The term for Hegel’s three-step logical development is the dialectic, after Plato’s method of arriving at truth. Later, some would say Hegel borrowed the concept from Kant, others from the German philosopher Johann Fichte.12 But we can see where it really came from: Plotinus and Neoplatonism, where the same three-step movement—procession, retrocession, and then merger with the One—leads the initiate up the Chain of Being to the World Spirit.‡
Plotinus’s World Spirit, the final cause of everything, becomes Hegel’s Absolute Spirit or Idea—which, Hegel insisted, requires the dimensions of time and space in order to realize its concrete perfection. For example, men have automobiles which allow them to travel where they want and enjoy a greater independence and mobility: the very embodiment of Freedom. Then, the influx of more and more automobiles causes traffic jams and gridlock in city streets: the antithesis of mobility and Freedom. So then come stop signs and traffic laws, the perfect synthesis allowing people to get where they are going but also preventing our desire to get where we want from degenerating into anarchy.
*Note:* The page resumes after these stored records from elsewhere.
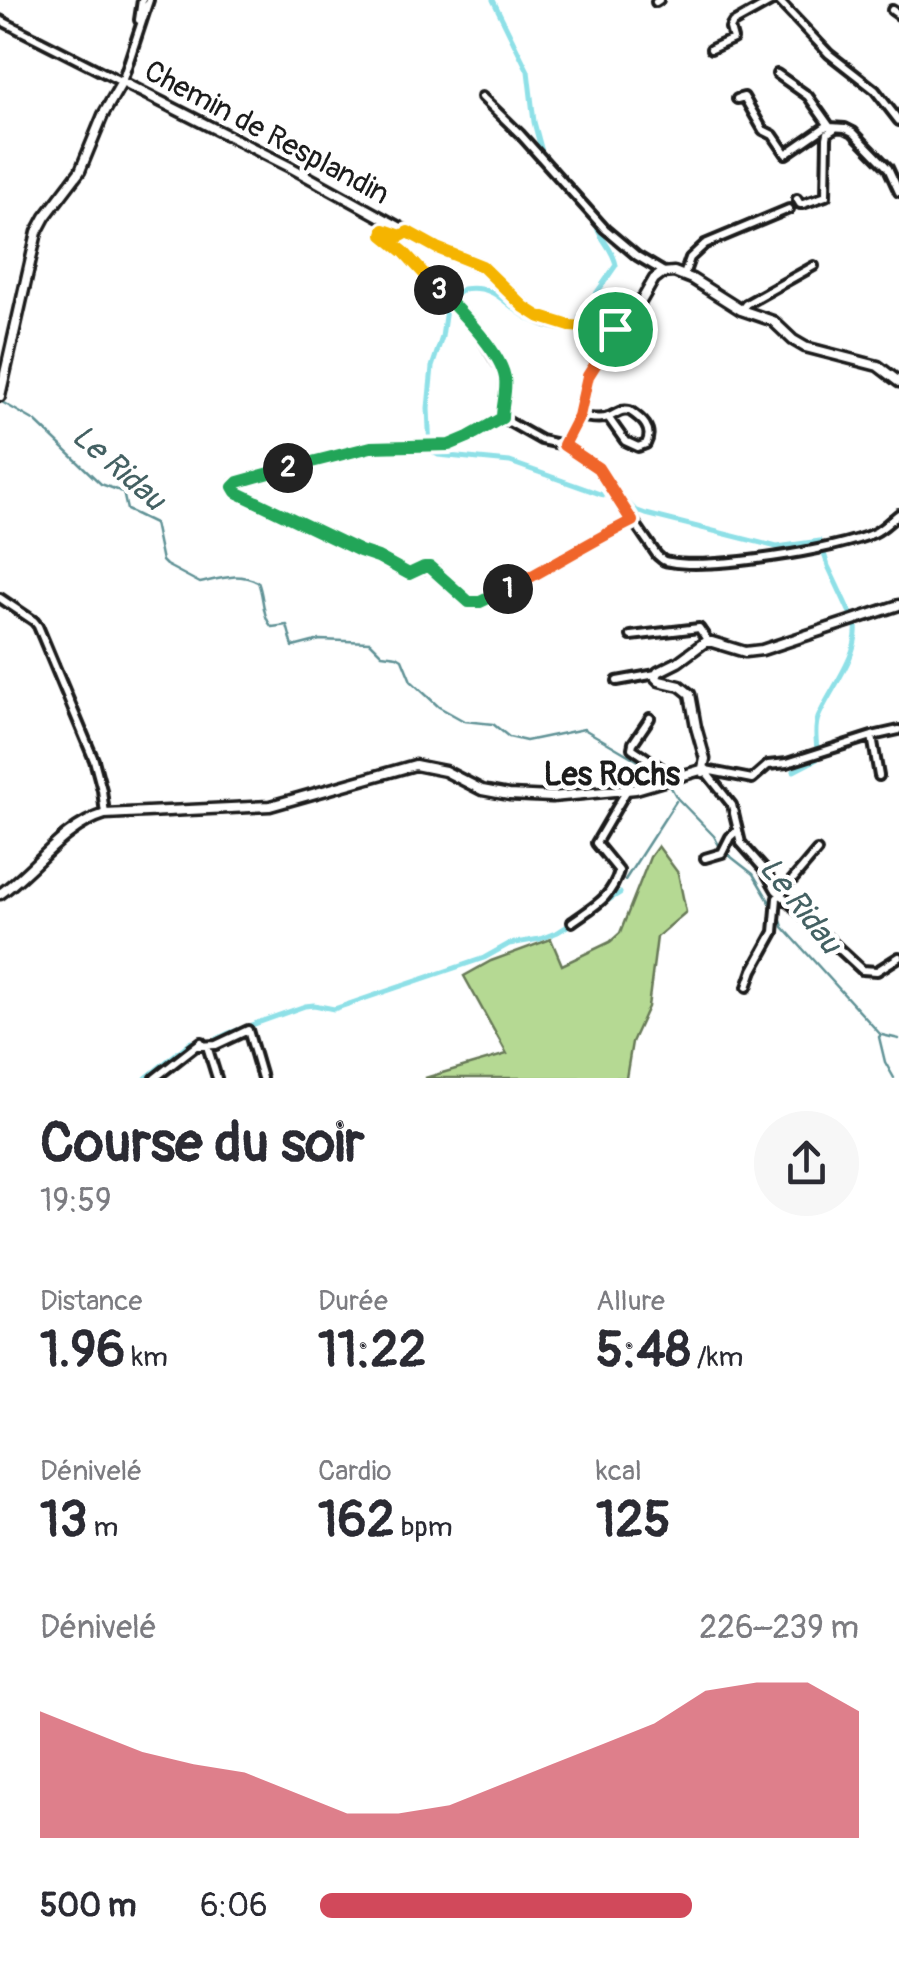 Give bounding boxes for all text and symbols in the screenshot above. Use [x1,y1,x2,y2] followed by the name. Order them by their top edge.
[138,52,396,213] street label: Chemin de Resplandin
[414,265,464,315] pin: 3
[431,272,447,307] text: 3
[573,287,658,372] pin
[588,302,643,357] icon: arrive
[63,416,175,521] water label: Le Ridau
[263,443,313,493] pin: 2
[280,450,296,485] text: 2
[483,564,533,614] pin: 1
[503,571,513,606] text: 1
[544,755,681,795] district label: Les Rochs
[750,850,851,963] water label: Le Ridau
[40,1109,365,1178] text: Course du soir
[754,1111,859,1216] button: share
[40,1181,111,1221] text: 19:59
[40,1284,142,1319] text: Distance
[318,1284,388,1319] text: Durée
[596,1284,665,1319] text: Allure
[40,1319,125,1382] text: 1.96
[318,1319,426,1382] text: 11:22
[596,1319,691,1382] text: 5:48
[125,1340,168,1375] text: km
[691,1340,743,1375] text: /km
[40,1454,142,1489] text: Dénivelé
[318,1454,391,1489] text: Cardio
[596,1454,642,1489] text: kcal
[40,1489,87,1552] text: 13
[318,1489,395,1552] text: 162
[596,1489,671,1552] text: 125
[87,1510,118,1545] text: m
[395,1510,453,1545] text: bpm
[40,1608,157,1648] text: Dénivelé
[699,1608,859,1648] text: 226–239 m
[40,1886,136,1926] text: 500 m
[200,1886,268,1926] text: 6:06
In this sense, the stop sign, which at first glance places a limit on our freedom, actually (or objectively, in Hegel’s terms) protects our freedom, even extends it. In effect, this becomes Hegel’s account of modern history as well. The Middle Ages had been a period of moral clarity and spiritual uplift, but at the price of a narrow, cramped view of man and a tyrannical Church.13 The Renaissance broke the shackles of the first, the Reformation of the second. Out of both arose modern commercial society with its individual economic and political freedoms, from Venice and Florence to London and Paris.
Thus far, Hegel’s history sounds a good deal like Adam Smith’s. It turns out, however, that Rousseau had it right all along. Instead of making human beings happier, commercial society only makes them feel alone and resentful—or to use a term Hegelians would make famous, alienated. We find ourselves in capitalist society like visitors at a banquet. We see the piles of food, magnificent wines, and exotic delicacies: we hardly know where to start. But just as we get close to the buffet table, other people cut in front of us. They already have plates, glasses, and cutlery. Where did they get them? we wonder.
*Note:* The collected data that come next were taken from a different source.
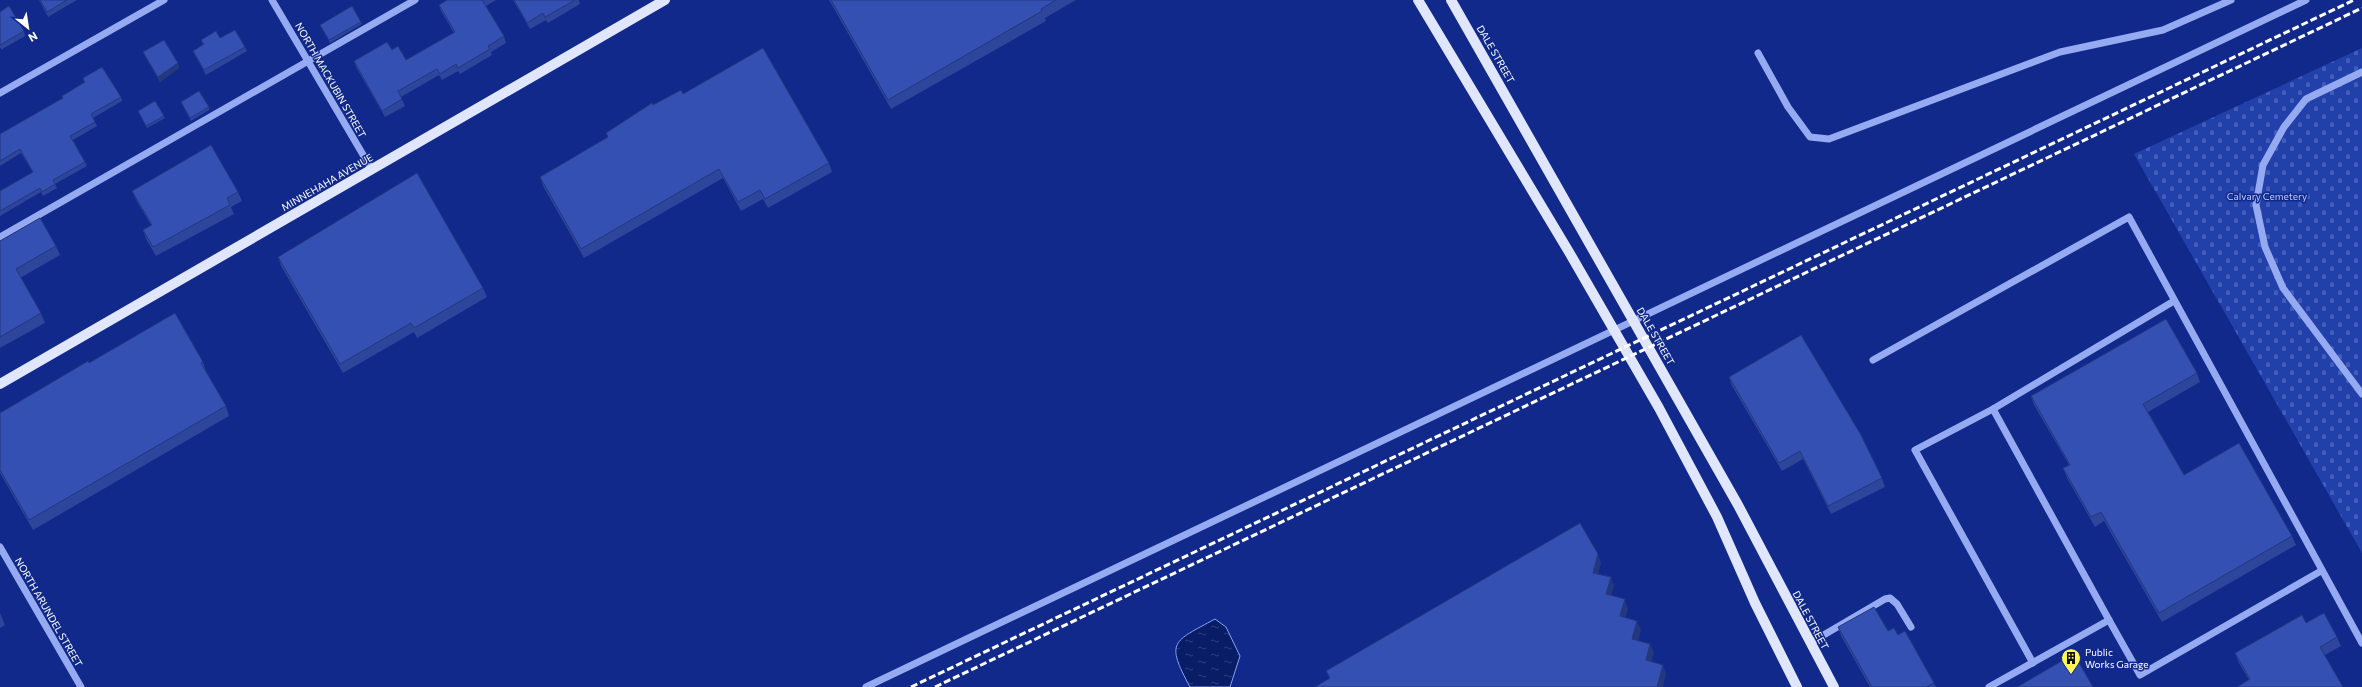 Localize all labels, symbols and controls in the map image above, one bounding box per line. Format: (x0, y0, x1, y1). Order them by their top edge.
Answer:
north arrow (8, 8, 48, 48)
street label: NORTH MACKUBIN STREET (293, 20, 369, 140)
street label: DALE STREET (1475, 23, 1518, 86)
text: N (26, 29, 40, 45)
street label: MINNEHAHA AVENUE (279, 151, 375, 213)
park label: Calvary Cemetery (2227, 190, 2307, 202)
street label: DALE STREET (1635, 305, 1678, 368)
street label: NORTH ARUNDEL STREET (13, 555, 86, 669)
street label: DALE STREET (1791, 589, 1832, 652)
place label: Public Works Garage (2085, 646, 2149, 670)
building icon: Public Works Garage (2060, 647, 2082, 675)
Then we see people sitting and gorging themselves while we are still waiting in line for our first scoop. When we do finally get to the table, we find all the best food is gone and the serving plates licked clean. “You arrived too late,” someone says; or, “It’s your own fault. You should have cut in line like the rest of us.” We go home hungry and resentful. When a friend asks us how we liked the banquet—or living in a capitalist society—we answer, “There’s got to be a better way.”
There is, Hegel argued. What we need, he says, is someone who will make us feel welcome and show us where the plates and glasses are; who makes sure that the other diners respect our place in line and allow us to get our turn at the pasta salad, creamed salmon, and lobster thermidor; and, finally, who makes sure that we, too, have a place to sit to enjoy our share of the bounty.
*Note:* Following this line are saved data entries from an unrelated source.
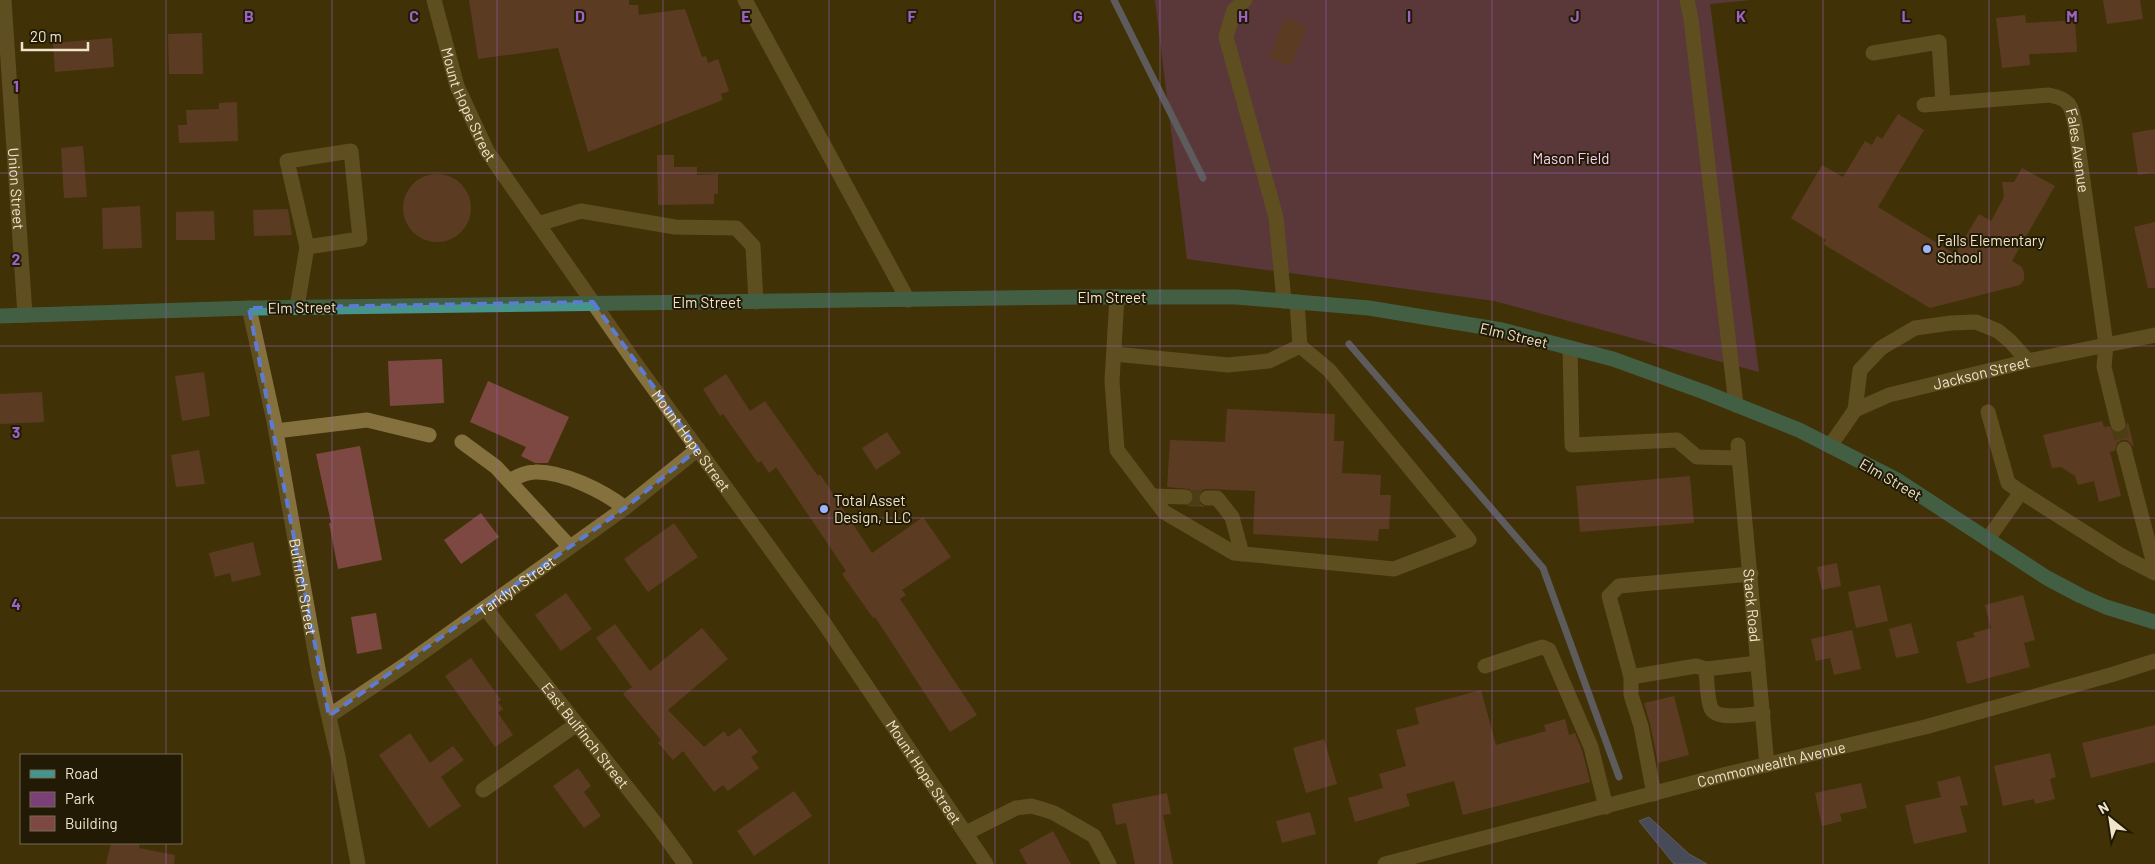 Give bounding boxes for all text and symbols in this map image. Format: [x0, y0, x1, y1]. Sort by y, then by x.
text: B [244, 6, 254, 25]
text: C [409, 6, 419, 25]
text: D [575, 6, 585, 25]
text: E [741, 6, 751, 25]
text: F [908, 6, 917, 25]
text: G [1073, 6, 1083, 25]
text: H [1238, 6, 1248, 25]
text: I [1407, 6, 1411, 25]
text: J [1570, 6, 1580, 25]
text: K [1736, 6, 1746, 25]
text: L [1901, 6, 1911, 25]
text: M [2066, 6, 2078, 25]
scale bar [22, 20, 89, 52]
text: 20 m [30, 27, 62, 45]
street label: Mount Hope Street [438, 45, 500, 165]
text: 1 [13, 76, 19, 95]
street label: Fales Avenue [2063, 106, 2093, 194]
street label: Union Street [5, 147, 28, 230]
park label: Mason Field [1533, 149, 1609, 167]
place label: Falls Elementary School [1937, 231, 2045, 266]
marker: Falls Elementary School [1921, 243, 1933, 255]
text: 2 [12, 249, 21, 268]
street label: Elm Street [1078, 288, 1146, 306]
street label: Elm Street [673, 293, 741, 311]
street label: Elm Street [267, 297, 337, 317]
street label: Elm Street [1478, 318, 1550, 352]
street label: Jackson Street [1931, 352, 2032, 393]
street label: Mount Hope Street [648, 386, 735, 495]
text: 3 [12, 422, 20, 441]
street label: Elm Street [1857, 454, 1925, 504]
place label: Total Asset Design, LLC [834, 491, 911, 526]
marker: Total Asset Design, LLC [818, 503, 830, 515]
street label: Bulfinch Street [286, 537, 321, 636]
street label: Tarklyn Street [474, 552, 559, 620]
street label: Stack Road [1740, 568, 1765, 643]
text: 4 [11, 594, 21, 613]
street label: East Bulfinch Street [538, 678, 633, 792]
street label: Mount Hope Street [883, 716, 966, 827]
street label: Commonwealth Avenue [1695, 737, 1847, 791]
legend [20, 754, 182, 844]
text: Road [65, 764, 98, 782]
text: Park [65, 789, 95, 807]
north arrow [2085, 794, 2135, 844]
text: N [2095, 798, 2112, 817]
text: Building [65, 814, 118, 832]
That someone, Hegel declared, is the State. Its development as an autonomous actor in history is in fact the next and final stage of freedom beyond commercial society. It smooths out all the problems of capitalism, with its “atomistic principle which insists upon the sway of individual wills” but ends up making men feel powerless.14 What Rousseau and Romantic nationalists had seen in the idea of the Nation, a community shaped by laws, customs, and traditions into “one single being,” or General Will, they can now achieve concretely through the actions of the State. Under its aegis, teams of bureaucrats become a virtual cadre of Philosopher Rulers who bring order and justice to a needy world. As in Plato’s Republic, justice is the source of freedom, not the other way around.15
Hegel is the true godfather of the nanny state, or welfare state—with Plato standing beside him at the baptismal font. Unemployment insurance, health and safety regulations, minimum wage laws and aid to dependent children, the income tax and federal deposit insurance: All these become justified as the State acting to protect us from ourselves, because the State is our Better and Higher Self. As Hegel wrote, “The Government, regarded as an organic totality,” is the concrete embodiment of “the indwelling Spirit and the history of the Nation.” It is, he concluded, “the Spirit of the People itself.”16
Once men realize this, they will realize that government, like the stop sign, exists to preserve freedom, not—as Locke and others feared—to restrict it. Modern liberty as the Enlightenment conceived it suddenly seems not so desirable after all. It seems a barren, rather empty place, like waiting endlessly in line at the banquet, compared with the comfort and security of the State’s constantly outstretched arms.
“Society and the State are the very conditions in which Freedom is realized.”17 Indeed, in time humanity will discover that obeying the laws of the State is the only true freedom, since it is the only one that connects us to “the self-realization of Reason” and the larger process of history itself—and thus gives us final absolution from Diderot’s civil war in the cave.
However, all this comes at a price.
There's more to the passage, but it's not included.